Persistent postsurgical pain is common and affects quality of life. The hypothesis was that use of pregabalin and ketamine would prevent persistent pain after cardiac surgery. This randomized, double-blind, placebo-controlled trial was undertaken at two cardiac surgery centers in the United Kingdom. Adults without chronic pain and undergoing any elective cardiac surgery patients via sternotomy are randomly assign; to receive either usual care; pregabalin (150 mg preoperatively and twice daily for 14 postoperative days) alone; or pregabalin in combination with a 48-h postoperative infusion of intravenous ketamine at 0.1 mg · kg−1 · h−1.
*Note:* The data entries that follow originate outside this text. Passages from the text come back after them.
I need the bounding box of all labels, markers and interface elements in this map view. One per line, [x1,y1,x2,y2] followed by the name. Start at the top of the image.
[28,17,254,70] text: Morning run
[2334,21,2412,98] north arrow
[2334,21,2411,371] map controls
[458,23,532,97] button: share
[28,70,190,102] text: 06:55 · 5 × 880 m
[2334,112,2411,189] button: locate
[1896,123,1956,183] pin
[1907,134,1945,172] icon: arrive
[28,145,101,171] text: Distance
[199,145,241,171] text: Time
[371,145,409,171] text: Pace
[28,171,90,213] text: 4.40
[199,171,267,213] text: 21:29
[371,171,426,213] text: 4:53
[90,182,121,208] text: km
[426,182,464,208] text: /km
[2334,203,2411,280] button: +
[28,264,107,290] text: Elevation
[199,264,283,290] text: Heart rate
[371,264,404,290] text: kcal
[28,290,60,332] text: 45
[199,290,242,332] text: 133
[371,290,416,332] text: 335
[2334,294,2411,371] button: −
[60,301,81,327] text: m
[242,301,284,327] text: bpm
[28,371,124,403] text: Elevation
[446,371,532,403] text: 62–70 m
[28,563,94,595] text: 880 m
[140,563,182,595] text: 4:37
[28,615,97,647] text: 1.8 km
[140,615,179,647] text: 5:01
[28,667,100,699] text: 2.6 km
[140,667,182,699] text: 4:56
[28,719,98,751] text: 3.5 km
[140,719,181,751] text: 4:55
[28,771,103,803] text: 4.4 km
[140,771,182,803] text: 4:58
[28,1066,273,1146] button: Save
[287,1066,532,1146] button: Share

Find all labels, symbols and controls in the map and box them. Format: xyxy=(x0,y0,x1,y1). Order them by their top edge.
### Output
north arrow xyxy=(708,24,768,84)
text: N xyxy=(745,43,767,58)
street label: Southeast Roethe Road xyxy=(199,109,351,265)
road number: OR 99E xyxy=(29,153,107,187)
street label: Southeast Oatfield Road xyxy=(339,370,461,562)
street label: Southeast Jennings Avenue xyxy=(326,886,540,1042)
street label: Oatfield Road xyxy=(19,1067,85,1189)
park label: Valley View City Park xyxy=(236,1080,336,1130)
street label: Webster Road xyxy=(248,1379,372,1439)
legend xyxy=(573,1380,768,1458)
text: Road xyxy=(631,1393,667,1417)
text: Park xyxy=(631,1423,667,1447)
Use of pregabalin and ketamine

The primary endpoints were prevalence of clinically significant pain at 3 and 6 months after surgery; defined as a pain score on the numeric rating scale of 4 or higher (out of 10) after a functional assessment of three maximal coughs. The secondary outcomes included acute pain, opioid use; and safety measures, as well as long-term neuropathic pain, analgesic requirement, and quality of life. In total; 150 patients are randomize; with 17 withdrawals from treatment and 2 losses to follow-up but with data analyzed for all participants on an intention-to-treat basis.

The prevalence of pain was lower at 3 postoperative months for pregabalin alone (6% [3 of 50]) and in combination with ketamine (2% [1 of 50]) compared to the control group (34% [17 of 50]; odds ratio = 0.126 [0.022 to 0.5]; P = 0.0008; and 0.041 [0.0009 to 0.28], P < 0.0001, respectively) and at 6 months for pregabalin alone (6% [3 of 50]) and in combination with ketamine 0% (0 of 5) compared to the control group (28% [14 of 50]; odds ratio = 0.167 [0.029 to 0.7]; P = 0.006; and 0.000 [0 to 0.24], P < 0.0001). Diplopia was more common in both active arms. Persistent postsurgical pain is common and has long-term effects on quality of life.

Postsurgical pain is common

Defined as a new pain developing postoperatively in and around the incision site and persisting for at least 3 months after surgery; it is difficult to treat once established. Prevention of this phenomenon therefore seems attractive given the considerable impact on quality of life. Up to half of all patients undergoing any type of surgery to the chest may be at risk; and over half of these cases will demonstrate features of neuropathic pain. Postoperative pain can persist for many years for at least 5 yr after breast surgery, for example with effects on quality of life.

Long-term data for pain after cardiac surgery are limit; but level 1 clinical trial data reveal a prevalence of 27 to 41% at 3 postoperative months  Surgical incision is believed to cause hyperalgesia and sensitize the central nervous system. The gabapentinoids are effective in neuromodulating these processes during the treatment of establish neuropathic pain. They have also been shows to suppress central sensitization in other centrally drive processes, such as chronic cough; leading to reduce symptoms as well as improve quality of life.